A última pesquisa Quaest, divulgada nesta terça-feira (25), mostra Guilherme Derrite (PP) e Marina Silva (Rede) empatados com 12% das intenções de voto na disputa por uma das duas vagas de São Paulo no Senado em 2026. Simone Tebet (PSB) aparece logo atrás, com 11%, seguida por André do Prado (PL), com 7%.
O levantamento ouviu 1.800 pessoas com 16 anos ou mais entre os dias 21 e 24 de agosto. A margem de erro é de dois pontos percentuais, para mais ou para menos, e o nível de confiança é de 95%. A pesquisa está registrada no TSE sob o número SP-06946/2026.
Como serão eleitos dois senadores por estado em 2026, os entrevistados indicaram dois nomes.

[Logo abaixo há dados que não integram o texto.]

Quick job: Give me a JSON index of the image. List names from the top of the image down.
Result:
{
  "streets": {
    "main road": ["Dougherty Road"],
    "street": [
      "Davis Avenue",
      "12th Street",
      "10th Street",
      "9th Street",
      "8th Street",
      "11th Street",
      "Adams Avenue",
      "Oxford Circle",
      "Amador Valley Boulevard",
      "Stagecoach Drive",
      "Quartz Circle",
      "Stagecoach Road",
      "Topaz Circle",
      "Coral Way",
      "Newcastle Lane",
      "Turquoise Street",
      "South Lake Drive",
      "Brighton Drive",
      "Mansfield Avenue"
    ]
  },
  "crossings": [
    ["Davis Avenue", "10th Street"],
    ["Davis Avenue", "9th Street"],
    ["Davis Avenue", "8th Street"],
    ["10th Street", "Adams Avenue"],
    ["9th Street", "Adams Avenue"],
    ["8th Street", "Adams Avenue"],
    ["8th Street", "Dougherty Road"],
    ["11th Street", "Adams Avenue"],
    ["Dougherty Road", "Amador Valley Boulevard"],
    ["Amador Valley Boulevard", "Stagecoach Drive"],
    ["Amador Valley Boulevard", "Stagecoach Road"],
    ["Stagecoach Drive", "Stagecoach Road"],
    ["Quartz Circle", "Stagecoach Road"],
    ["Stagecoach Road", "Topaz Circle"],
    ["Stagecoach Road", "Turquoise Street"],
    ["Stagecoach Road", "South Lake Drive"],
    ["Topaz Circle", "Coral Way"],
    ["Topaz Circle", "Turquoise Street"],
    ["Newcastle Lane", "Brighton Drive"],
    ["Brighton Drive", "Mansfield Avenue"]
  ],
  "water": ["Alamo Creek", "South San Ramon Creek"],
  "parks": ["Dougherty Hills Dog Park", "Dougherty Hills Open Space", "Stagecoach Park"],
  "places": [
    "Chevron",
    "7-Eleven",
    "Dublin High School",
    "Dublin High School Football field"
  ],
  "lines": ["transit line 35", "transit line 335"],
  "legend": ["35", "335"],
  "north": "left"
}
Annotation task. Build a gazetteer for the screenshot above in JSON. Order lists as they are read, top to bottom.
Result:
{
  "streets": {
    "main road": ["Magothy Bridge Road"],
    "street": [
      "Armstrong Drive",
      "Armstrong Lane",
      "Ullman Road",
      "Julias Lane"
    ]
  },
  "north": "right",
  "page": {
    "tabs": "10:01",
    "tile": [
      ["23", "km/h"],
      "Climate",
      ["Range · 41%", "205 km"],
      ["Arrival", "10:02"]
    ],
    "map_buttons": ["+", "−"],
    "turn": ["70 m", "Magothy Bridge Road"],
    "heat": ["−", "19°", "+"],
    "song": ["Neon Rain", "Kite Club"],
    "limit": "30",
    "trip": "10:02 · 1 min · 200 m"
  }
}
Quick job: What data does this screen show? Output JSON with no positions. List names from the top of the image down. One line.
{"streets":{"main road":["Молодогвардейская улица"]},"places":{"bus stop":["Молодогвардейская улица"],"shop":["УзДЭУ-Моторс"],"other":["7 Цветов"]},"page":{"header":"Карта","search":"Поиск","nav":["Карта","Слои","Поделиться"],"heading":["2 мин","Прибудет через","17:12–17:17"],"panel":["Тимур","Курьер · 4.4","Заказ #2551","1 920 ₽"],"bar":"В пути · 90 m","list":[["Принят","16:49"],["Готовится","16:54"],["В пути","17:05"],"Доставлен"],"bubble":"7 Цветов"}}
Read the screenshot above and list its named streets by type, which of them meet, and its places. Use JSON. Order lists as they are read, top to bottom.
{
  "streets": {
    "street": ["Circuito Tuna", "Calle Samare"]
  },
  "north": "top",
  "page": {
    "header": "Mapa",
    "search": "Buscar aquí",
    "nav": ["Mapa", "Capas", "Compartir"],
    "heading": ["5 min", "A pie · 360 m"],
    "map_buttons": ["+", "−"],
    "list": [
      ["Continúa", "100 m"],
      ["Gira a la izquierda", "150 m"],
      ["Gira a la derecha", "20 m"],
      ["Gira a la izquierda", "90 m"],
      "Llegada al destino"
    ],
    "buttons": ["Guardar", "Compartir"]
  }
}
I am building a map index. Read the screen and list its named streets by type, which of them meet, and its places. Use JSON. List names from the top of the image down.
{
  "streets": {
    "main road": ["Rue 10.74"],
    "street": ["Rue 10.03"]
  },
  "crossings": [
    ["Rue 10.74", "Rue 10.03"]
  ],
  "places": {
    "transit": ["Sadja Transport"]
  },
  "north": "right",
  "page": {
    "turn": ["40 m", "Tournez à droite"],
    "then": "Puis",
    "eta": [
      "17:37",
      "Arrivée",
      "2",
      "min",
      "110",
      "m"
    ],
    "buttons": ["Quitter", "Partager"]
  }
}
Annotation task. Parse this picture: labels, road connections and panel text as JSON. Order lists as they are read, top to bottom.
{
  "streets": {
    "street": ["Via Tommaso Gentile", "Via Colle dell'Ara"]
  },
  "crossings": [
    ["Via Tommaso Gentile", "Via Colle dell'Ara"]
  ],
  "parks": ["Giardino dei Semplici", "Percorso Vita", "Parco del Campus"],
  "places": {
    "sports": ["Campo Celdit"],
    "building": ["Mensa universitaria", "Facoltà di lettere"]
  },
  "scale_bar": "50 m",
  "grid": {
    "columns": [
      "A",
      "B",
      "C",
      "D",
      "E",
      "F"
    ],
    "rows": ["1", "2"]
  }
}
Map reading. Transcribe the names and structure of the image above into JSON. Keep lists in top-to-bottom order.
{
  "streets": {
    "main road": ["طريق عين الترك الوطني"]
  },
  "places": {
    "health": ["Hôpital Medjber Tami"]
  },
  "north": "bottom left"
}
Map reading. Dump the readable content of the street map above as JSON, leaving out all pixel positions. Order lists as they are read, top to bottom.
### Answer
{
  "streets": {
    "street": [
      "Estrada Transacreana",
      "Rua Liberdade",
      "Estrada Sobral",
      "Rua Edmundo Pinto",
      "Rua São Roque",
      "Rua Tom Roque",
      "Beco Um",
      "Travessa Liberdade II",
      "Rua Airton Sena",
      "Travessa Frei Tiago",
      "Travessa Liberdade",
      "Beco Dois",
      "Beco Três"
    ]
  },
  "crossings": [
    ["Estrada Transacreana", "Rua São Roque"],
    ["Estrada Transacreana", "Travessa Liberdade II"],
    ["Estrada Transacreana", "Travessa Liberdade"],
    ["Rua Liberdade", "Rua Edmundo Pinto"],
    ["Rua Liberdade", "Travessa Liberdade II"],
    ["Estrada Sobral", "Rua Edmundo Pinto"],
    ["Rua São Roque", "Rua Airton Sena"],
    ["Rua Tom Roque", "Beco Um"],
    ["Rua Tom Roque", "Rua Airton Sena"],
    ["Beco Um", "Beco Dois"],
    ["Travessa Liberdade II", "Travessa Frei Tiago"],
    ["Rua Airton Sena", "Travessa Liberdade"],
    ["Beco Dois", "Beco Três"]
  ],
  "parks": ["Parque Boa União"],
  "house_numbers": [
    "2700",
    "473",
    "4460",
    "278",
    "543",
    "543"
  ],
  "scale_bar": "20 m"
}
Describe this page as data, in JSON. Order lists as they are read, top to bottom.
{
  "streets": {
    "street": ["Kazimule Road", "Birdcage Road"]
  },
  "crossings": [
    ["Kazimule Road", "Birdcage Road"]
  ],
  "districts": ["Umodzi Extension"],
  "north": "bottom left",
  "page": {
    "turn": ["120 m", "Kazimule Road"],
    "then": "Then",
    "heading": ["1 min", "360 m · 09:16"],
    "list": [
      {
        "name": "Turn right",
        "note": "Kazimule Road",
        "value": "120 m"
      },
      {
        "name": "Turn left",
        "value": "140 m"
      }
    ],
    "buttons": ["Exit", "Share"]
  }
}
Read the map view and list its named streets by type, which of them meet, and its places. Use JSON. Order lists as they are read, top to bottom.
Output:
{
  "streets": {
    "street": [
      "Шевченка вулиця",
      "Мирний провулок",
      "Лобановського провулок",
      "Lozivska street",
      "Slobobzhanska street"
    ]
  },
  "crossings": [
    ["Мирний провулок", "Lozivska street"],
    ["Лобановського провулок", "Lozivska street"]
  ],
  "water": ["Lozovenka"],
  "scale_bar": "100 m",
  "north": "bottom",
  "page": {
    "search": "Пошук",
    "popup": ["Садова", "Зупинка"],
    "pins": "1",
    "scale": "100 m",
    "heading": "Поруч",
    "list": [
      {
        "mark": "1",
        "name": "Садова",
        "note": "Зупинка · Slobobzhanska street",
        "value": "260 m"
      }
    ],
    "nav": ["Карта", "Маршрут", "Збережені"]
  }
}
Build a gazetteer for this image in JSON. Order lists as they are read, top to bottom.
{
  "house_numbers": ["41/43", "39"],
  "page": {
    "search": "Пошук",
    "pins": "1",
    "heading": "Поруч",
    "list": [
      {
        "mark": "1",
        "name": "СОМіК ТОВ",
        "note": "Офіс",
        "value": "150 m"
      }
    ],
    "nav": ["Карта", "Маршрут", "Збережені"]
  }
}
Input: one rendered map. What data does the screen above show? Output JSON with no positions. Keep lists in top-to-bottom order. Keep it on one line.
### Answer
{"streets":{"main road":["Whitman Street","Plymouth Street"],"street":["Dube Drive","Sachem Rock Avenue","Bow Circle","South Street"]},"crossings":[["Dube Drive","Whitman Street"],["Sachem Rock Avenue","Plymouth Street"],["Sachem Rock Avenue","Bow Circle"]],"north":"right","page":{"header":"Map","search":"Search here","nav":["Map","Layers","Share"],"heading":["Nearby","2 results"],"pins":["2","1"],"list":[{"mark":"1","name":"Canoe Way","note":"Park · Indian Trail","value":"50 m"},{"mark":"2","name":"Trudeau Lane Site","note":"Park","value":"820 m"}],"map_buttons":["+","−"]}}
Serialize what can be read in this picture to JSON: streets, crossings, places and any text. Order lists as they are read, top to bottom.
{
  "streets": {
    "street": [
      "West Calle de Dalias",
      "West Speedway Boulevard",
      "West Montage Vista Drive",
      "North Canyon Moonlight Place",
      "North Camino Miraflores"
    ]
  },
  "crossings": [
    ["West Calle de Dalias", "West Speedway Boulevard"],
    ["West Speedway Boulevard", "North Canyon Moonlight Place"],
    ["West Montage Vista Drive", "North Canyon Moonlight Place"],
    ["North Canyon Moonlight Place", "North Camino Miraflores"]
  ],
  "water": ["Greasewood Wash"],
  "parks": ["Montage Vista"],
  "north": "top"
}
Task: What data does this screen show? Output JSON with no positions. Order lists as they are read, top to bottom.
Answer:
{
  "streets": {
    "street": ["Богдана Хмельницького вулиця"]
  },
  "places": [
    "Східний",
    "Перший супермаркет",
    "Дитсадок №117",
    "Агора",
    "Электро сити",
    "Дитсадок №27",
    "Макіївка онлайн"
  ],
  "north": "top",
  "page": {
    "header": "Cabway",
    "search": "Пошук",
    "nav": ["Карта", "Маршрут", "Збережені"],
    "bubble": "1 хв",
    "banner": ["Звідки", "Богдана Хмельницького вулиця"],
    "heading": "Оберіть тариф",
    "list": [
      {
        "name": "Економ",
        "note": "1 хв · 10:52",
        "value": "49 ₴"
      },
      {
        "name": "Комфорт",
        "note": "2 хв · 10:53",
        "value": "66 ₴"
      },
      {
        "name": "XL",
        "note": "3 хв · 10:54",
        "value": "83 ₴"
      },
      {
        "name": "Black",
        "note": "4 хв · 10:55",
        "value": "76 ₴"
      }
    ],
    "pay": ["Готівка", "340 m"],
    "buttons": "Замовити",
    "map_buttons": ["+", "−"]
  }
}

Na combinação dos votos, Salles (Novo) aparece com 4%; Geraldo Rufino (Podemos), com 2%; e Soninha Francine (Cidadania), também com 2%. Outros candidatos somaram entre 0% e 1%.
Nesse cenário, 27% dos entrevistados estão indecisos e 18% afirmam que votarão em branco, nulo ou não irão votar.
Infografico com os candidatos ao Senado por SP (Foto: Aqui Vale)
Primeiro e segundo voto
Considerando apenas a primeira vaga, Derrite aparece com 17%, seguido por Marina Silva e Simone Tebet, ambas com 15%. André do Prado tem 7% e Salles, 4%. Os indecisos somam 20%.
Na segunda vaga, Marina Silva lidera com 9%, seguida por Derrite, com 8%. Simone Tebet e André do Prado aparecem com 7% cada. Salles tem 5%, enquanto 34% ainda não decidiram o voto.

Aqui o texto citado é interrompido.